= Hyrtacina =

Hyrtacina or Hyrtakina (Ὑρτακίνα), also written as Hyrsacina or Hyrsakina (Ὑρσακίνα), or Artacina or Artakina (Ἀρτάκινα), was a city of ancient Crete, which, little as we learn of its position from Ptolemy and Stephanus of Byzantium, yet we may safely infer from the former's words that it was situated to the southeast of Polyrrhenia, and to the west of Lappa. The Periplus of Pseudo-Scylax teaches us more respecting its site; it places it on the south of the island, and to the south of the Dictynnean temple of Artemis and the Pergamian district. These indications agree well with the situation of the ruins discovered by Robert Pashley on Kastri hill between the existing villages Temenia and Papadiana.

==History==
Its history is related to the proximate settlement of Lissus, which is also situated in the Agia Eirini Gorge. It has characteristics of other Archaic Period hilltop forts such as Lato, where the founding was based upon achieving a site of safety or refuge.
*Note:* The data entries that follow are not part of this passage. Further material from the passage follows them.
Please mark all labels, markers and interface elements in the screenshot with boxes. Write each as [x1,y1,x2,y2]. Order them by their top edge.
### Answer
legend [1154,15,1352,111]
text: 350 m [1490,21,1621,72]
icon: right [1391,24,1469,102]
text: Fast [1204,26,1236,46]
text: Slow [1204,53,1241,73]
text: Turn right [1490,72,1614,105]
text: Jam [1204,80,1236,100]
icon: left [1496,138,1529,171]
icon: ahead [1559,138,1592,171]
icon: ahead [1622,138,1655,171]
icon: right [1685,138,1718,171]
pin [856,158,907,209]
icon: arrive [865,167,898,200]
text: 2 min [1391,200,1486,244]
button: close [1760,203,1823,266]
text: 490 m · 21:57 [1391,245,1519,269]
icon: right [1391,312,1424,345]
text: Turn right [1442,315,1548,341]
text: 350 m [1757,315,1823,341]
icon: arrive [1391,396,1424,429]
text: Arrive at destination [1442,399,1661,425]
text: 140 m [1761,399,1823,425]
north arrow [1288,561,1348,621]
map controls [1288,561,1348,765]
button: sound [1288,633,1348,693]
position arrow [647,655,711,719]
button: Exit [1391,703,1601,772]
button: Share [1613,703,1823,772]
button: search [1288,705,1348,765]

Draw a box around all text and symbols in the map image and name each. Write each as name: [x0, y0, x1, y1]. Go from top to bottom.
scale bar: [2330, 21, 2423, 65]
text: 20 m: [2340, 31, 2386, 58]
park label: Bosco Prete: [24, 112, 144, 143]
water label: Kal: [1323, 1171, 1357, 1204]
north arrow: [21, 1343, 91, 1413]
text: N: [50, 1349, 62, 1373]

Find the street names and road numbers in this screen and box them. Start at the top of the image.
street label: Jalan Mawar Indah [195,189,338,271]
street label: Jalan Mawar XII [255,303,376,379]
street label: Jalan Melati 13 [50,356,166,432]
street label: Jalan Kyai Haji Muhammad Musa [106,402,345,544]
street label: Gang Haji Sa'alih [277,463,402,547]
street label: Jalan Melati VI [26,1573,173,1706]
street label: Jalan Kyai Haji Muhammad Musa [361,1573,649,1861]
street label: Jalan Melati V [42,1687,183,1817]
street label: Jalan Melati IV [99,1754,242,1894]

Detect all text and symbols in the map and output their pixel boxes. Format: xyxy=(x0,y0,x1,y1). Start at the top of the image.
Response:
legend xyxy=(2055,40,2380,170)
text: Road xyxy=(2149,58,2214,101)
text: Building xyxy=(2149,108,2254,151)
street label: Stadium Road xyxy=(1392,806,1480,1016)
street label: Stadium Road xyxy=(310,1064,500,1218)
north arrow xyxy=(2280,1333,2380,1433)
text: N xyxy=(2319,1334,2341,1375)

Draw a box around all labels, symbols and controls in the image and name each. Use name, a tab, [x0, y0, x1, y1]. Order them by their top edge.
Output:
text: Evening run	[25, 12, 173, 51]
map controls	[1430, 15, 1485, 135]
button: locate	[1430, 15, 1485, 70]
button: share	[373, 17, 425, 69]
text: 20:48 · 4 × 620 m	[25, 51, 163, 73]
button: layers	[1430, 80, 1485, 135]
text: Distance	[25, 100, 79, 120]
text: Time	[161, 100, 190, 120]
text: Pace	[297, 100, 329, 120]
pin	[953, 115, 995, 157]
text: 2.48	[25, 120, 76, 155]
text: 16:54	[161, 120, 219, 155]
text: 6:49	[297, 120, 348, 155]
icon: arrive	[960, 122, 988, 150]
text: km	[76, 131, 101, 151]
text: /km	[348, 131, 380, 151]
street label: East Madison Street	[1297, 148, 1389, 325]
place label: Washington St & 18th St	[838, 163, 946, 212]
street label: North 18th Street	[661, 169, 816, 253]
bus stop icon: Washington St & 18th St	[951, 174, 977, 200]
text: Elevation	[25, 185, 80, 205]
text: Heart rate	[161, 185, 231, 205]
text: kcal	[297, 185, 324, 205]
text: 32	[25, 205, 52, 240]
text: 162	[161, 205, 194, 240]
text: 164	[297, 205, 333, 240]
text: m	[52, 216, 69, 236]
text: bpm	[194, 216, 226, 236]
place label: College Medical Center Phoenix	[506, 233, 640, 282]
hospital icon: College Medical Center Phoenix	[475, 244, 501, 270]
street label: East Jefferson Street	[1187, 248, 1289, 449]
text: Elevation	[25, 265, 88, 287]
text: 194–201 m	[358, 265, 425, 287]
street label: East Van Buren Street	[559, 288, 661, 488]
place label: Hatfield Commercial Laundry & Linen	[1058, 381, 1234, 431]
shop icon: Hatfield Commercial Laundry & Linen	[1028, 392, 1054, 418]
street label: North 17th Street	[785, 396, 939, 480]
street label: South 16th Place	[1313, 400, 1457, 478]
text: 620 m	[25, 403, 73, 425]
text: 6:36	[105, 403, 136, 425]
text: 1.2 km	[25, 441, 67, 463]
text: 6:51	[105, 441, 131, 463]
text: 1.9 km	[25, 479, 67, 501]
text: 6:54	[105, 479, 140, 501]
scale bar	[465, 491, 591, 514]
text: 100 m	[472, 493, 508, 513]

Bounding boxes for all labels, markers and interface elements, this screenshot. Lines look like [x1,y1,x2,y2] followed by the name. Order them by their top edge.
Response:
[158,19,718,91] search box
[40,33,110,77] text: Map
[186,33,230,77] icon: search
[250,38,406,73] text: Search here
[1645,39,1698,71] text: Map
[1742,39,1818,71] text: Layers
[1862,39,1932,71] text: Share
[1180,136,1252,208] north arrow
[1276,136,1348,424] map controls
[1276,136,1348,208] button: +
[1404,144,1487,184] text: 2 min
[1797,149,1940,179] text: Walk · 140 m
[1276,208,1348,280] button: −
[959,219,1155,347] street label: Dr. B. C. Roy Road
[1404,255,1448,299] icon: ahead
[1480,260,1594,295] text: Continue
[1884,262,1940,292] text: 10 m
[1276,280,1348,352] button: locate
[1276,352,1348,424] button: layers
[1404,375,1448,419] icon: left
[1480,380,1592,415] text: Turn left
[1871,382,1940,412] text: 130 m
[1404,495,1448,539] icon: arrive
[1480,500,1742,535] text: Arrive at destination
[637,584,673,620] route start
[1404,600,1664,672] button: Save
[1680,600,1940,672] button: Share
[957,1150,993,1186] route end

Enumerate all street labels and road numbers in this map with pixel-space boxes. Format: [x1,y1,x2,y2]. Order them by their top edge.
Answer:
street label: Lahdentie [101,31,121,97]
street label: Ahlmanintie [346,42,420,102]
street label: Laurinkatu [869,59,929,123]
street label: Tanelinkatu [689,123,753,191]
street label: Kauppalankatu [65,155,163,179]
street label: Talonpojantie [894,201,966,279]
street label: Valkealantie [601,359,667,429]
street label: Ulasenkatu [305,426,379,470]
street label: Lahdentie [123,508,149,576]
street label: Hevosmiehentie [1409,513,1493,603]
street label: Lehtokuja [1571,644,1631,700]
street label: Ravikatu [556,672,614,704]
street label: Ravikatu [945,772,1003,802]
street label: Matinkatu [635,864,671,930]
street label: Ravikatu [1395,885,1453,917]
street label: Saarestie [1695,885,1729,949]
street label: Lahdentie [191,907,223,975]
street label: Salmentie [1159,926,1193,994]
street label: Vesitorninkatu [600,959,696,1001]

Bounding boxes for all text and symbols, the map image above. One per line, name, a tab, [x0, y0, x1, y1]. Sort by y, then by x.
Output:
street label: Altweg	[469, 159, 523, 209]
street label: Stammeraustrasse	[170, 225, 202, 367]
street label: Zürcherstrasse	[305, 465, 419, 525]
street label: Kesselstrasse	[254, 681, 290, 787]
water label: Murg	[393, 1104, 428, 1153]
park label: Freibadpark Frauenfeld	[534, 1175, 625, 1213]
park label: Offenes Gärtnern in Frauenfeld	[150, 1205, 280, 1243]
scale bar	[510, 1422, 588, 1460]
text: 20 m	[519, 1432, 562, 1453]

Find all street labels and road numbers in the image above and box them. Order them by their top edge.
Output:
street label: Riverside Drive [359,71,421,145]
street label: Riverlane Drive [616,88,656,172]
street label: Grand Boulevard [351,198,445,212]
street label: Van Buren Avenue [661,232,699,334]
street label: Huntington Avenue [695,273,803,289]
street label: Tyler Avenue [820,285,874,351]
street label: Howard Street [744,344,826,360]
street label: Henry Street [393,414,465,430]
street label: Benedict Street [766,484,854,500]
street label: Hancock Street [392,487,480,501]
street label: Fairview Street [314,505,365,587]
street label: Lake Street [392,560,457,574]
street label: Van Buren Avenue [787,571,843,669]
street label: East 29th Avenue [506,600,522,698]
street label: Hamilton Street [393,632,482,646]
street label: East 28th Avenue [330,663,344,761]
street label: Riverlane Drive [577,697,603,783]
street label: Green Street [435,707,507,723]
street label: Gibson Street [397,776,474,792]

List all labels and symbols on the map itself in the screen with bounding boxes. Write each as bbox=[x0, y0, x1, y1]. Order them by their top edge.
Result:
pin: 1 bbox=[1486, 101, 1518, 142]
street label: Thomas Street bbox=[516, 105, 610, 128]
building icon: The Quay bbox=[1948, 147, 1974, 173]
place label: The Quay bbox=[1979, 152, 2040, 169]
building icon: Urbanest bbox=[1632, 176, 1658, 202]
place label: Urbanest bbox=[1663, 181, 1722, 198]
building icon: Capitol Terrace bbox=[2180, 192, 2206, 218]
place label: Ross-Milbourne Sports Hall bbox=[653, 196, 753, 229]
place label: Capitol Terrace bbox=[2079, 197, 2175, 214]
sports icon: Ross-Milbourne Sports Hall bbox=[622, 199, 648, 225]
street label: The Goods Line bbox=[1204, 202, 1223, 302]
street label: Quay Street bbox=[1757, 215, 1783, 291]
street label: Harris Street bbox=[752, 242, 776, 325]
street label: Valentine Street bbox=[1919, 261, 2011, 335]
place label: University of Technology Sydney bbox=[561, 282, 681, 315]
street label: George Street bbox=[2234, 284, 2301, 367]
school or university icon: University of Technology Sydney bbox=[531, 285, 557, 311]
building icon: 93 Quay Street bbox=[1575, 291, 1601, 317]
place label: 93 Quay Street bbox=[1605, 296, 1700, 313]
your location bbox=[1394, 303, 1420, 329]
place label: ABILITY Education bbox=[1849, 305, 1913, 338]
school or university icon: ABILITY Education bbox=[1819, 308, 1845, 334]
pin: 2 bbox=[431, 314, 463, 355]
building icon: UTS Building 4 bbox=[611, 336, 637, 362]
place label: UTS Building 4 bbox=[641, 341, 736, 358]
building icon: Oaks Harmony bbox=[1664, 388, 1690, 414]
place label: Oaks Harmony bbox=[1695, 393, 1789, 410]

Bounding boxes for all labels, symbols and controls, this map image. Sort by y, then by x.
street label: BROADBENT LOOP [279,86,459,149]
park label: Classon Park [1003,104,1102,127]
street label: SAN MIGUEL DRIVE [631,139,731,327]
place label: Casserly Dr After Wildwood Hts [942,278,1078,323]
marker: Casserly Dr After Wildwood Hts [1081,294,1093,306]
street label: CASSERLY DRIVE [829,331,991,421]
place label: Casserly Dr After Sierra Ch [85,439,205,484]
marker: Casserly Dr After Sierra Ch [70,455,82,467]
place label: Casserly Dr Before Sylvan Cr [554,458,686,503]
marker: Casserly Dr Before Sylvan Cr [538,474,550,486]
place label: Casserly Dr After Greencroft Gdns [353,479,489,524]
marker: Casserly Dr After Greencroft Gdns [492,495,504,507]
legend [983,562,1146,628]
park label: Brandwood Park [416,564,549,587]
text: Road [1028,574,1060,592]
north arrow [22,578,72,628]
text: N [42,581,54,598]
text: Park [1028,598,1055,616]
The city was autonomous; it issued its own coins, one displaying the images of a Cretan wild goat and a bee named Tarra. Another coin depicted a dolphin and an eight-ray star. Elyrus, Lissus, Tarrha, and Hyrtacina had an established monetary union when they joined the Cretan League in the 3rd century BCE. Hyrtacina was one of the Cretan cities that allied with Eumenes II.

==Archaeology==
The area of the city was in Vlithia Valley towards the sea. In the 19th century, Pashley remarked that numerous vestiges of polygonal masonry on the north and west sides, and measuring little more than half a mile (0.8 km) in length, are still existing. On the other sides the city was precipitous. It is curious to observe the care taken by the inhabitants in defending the gateways of their city. Not only do walls project without the gate, but flanking walls are executed within, forming passages through which the enemy would have to pass before he could set foot within the city. There were two cyclopic walls, parts of which can be seen today. They were integral to a city-castle, where watch and defense soldiers lived with their families. At the acropolis there was found a headless marble statue of Pan; it has legs and feet of a goat, and wears mantle. The statue belongs to the Roman period. In 1939, Theophanidis excavated the Temple of Pan.